(Extracted records)
===

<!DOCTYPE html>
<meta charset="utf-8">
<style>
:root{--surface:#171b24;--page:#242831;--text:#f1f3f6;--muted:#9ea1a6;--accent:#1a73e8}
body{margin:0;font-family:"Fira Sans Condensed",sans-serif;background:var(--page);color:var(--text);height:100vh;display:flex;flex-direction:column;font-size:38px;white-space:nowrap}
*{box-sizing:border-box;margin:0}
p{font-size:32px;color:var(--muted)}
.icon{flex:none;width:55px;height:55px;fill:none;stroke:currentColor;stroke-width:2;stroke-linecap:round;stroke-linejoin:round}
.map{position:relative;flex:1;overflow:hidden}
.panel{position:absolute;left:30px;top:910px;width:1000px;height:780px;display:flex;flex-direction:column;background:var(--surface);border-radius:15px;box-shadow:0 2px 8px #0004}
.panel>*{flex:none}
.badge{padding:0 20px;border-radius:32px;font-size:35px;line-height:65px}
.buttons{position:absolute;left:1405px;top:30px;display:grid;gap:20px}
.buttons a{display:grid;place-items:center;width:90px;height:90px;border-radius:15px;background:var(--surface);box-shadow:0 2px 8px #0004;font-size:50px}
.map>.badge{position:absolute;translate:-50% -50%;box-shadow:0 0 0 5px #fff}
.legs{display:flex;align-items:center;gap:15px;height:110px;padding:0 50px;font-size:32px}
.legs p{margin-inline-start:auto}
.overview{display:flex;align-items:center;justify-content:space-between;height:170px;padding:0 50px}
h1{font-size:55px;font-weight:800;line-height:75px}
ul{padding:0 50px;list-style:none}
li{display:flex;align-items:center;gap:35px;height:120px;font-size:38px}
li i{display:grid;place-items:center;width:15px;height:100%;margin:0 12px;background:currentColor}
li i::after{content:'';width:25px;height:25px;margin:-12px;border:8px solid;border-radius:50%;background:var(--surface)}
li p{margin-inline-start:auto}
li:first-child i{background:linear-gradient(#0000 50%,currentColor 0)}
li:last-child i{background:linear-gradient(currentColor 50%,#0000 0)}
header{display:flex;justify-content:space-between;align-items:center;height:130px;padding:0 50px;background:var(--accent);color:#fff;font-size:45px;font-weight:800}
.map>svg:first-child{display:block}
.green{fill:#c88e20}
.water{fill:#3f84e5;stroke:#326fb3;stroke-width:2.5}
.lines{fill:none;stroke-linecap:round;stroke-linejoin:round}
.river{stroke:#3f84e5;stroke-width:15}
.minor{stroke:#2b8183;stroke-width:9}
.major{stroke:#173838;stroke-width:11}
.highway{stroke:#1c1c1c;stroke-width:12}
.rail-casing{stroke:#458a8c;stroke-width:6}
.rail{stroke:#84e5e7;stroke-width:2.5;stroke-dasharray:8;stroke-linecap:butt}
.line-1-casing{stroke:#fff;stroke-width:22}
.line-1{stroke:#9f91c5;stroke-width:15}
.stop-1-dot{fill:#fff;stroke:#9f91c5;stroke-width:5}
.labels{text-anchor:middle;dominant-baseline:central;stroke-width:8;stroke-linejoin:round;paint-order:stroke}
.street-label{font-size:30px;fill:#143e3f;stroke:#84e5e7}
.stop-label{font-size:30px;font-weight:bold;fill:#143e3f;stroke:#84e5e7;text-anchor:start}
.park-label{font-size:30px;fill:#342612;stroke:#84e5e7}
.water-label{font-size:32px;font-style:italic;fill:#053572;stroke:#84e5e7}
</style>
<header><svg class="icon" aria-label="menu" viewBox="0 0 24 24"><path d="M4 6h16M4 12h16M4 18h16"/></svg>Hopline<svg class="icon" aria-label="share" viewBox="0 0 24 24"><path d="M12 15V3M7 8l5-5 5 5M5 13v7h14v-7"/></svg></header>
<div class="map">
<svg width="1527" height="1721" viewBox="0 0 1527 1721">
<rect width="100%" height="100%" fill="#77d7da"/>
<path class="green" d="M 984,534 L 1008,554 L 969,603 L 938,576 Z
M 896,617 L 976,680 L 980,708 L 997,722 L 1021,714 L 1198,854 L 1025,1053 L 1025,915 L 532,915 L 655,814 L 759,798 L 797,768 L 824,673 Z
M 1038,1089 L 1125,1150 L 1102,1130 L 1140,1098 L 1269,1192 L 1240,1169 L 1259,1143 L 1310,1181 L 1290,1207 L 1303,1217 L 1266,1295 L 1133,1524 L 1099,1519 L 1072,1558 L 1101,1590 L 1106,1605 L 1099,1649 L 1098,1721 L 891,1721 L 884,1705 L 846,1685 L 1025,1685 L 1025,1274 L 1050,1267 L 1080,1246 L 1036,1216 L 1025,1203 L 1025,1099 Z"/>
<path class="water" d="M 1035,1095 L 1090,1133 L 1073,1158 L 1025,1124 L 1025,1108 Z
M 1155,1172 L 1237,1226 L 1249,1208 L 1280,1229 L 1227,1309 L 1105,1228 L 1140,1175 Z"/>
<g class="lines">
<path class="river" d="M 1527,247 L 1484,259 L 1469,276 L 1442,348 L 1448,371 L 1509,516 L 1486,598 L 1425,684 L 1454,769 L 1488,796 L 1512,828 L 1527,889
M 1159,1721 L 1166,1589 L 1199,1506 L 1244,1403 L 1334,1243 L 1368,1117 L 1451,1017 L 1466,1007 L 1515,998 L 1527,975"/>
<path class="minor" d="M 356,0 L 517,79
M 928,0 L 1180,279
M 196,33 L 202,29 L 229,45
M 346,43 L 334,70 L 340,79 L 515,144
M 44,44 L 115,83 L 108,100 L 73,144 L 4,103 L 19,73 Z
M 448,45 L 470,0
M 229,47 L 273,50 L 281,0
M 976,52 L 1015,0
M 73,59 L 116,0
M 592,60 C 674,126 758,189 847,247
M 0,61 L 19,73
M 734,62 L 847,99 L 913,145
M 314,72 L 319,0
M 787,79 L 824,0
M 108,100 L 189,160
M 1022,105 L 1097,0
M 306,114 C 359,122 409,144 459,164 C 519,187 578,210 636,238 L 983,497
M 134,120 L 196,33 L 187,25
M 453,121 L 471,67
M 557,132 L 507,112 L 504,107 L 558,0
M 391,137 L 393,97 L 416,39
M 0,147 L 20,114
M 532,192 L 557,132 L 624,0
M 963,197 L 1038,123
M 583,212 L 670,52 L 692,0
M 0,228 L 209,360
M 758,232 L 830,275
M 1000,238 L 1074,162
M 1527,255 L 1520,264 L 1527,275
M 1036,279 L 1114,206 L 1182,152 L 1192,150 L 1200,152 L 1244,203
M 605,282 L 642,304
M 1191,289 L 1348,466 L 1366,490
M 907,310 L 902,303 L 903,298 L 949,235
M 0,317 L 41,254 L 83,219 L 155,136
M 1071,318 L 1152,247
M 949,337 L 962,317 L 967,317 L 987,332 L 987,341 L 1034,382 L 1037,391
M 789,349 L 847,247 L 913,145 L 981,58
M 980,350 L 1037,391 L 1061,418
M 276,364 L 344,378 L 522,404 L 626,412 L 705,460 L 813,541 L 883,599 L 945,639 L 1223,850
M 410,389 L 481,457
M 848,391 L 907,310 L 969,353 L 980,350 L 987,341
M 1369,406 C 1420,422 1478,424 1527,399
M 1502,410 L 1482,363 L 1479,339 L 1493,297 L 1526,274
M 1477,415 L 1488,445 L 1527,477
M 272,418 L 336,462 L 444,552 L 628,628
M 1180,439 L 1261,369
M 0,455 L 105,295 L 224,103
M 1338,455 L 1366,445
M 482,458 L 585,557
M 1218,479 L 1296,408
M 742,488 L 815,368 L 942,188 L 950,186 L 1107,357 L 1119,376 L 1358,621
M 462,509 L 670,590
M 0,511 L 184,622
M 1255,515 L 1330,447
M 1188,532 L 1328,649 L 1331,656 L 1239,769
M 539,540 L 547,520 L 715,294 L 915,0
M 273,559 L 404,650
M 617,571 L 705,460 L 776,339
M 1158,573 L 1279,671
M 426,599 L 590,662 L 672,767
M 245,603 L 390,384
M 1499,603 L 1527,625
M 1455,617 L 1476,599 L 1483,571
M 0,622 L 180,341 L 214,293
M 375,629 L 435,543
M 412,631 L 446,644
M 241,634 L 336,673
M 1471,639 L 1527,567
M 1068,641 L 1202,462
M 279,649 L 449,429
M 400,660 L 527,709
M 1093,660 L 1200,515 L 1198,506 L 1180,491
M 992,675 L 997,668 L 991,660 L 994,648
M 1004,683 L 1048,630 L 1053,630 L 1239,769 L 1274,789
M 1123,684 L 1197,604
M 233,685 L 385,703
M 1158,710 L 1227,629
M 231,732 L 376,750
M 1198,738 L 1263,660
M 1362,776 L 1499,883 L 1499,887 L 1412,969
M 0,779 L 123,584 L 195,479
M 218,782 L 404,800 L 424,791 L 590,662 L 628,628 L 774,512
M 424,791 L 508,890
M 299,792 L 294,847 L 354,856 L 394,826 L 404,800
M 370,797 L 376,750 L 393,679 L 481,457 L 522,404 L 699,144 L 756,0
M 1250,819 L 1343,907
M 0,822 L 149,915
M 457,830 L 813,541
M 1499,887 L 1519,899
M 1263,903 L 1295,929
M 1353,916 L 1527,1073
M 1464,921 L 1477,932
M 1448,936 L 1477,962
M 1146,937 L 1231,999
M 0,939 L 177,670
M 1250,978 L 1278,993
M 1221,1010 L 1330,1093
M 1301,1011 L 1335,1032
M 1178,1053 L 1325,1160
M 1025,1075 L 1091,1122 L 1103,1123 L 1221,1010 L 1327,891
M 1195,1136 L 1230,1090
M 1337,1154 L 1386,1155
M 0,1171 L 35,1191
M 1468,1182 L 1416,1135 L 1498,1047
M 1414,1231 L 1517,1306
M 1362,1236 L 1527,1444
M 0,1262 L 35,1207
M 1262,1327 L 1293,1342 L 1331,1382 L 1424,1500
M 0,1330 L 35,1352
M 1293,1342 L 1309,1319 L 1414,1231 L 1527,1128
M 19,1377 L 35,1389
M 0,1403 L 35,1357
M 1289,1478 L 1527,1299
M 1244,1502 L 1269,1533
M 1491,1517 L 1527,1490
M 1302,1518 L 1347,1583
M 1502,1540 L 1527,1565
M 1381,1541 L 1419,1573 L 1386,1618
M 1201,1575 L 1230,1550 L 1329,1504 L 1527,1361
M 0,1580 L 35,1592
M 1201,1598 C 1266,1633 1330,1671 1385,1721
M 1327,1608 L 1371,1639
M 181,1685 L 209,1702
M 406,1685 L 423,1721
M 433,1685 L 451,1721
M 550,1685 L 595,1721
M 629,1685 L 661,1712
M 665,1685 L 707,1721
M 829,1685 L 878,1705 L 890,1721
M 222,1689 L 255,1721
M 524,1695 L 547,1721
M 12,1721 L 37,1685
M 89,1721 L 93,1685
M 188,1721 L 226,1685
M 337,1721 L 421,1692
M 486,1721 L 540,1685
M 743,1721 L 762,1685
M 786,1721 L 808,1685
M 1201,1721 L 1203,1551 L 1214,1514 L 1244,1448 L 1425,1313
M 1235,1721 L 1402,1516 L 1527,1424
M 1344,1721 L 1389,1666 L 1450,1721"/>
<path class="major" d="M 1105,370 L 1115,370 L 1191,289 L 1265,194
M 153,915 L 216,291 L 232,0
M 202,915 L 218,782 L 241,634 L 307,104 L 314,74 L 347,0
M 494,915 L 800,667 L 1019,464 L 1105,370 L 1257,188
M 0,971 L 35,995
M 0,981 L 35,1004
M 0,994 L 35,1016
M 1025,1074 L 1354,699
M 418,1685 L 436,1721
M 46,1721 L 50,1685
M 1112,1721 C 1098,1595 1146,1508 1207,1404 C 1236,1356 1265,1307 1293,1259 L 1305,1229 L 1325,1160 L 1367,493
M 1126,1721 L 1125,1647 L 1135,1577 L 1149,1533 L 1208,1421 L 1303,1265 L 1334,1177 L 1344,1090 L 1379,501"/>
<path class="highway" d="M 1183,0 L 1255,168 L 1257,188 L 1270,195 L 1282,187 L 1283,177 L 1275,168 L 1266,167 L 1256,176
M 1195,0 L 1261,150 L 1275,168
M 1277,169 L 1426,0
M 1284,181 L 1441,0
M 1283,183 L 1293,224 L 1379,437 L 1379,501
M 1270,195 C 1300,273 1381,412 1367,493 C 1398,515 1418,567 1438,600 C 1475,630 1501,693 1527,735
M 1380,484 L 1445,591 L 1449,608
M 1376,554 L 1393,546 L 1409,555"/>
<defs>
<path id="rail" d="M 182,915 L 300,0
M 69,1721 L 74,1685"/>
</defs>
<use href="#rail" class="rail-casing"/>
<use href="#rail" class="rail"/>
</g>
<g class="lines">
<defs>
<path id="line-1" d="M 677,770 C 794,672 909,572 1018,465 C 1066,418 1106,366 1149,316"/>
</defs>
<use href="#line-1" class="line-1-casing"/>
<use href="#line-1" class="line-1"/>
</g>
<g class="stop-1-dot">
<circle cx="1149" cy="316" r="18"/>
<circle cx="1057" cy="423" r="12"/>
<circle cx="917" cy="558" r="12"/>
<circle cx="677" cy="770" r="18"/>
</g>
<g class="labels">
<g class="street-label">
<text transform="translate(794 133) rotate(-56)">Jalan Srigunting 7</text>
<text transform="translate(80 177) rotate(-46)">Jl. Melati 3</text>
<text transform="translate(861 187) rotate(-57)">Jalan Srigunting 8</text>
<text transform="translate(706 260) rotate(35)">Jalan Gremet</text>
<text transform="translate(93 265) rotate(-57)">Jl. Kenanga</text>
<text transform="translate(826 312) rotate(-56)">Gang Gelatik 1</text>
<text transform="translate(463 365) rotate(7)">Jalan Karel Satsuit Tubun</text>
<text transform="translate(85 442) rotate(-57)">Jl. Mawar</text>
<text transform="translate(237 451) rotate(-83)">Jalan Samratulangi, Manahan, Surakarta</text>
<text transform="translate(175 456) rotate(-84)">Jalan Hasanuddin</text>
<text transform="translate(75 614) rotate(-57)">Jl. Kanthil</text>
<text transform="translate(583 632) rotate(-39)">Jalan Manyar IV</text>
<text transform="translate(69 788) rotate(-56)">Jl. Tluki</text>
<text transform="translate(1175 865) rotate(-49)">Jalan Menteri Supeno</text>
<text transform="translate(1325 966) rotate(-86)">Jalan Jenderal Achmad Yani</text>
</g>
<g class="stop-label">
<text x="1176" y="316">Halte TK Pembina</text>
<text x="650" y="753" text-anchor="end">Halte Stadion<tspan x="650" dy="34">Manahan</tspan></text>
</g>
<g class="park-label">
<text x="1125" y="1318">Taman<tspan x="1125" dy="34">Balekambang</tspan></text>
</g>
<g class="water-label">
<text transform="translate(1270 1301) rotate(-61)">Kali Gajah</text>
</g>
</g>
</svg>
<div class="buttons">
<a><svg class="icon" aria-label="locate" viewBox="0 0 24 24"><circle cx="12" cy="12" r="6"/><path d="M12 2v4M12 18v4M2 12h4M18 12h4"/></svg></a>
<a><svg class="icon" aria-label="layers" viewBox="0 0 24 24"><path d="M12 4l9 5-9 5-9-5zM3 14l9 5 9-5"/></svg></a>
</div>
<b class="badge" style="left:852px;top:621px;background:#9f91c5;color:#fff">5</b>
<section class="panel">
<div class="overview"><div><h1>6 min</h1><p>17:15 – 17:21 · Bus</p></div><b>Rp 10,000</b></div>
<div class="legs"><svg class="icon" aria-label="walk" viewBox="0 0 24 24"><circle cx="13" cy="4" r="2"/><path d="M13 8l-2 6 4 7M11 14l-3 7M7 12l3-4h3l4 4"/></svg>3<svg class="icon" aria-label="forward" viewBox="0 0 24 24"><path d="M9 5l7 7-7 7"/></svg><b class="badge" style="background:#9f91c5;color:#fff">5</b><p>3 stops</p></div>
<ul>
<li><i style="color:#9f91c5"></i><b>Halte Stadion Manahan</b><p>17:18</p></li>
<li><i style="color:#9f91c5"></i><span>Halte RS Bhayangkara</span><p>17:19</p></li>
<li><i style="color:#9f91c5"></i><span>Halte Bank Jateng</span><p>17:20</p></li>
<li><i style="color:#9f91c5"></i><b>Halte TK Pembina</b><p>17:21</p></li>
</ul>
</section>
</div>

===

> _WORK TO COMPLETE_: Every line above that holds "direction" should be copied out.

> _ANSWER SECTION_:
body{margin:0;font-family:"Fira Sans Condensed",sans-serif;background:var(--page);color:var(--text);height:100vh;display:flex;flex-direction:column;font-size:38px;white-space:nowrap}
.panel{position:absolute;left:30px;top:910px;width:1000px;height:780px;display:flex;flex-direction:column;background:var(--surface);border-radius:15px;box-shadow:0 2px 8px #0004}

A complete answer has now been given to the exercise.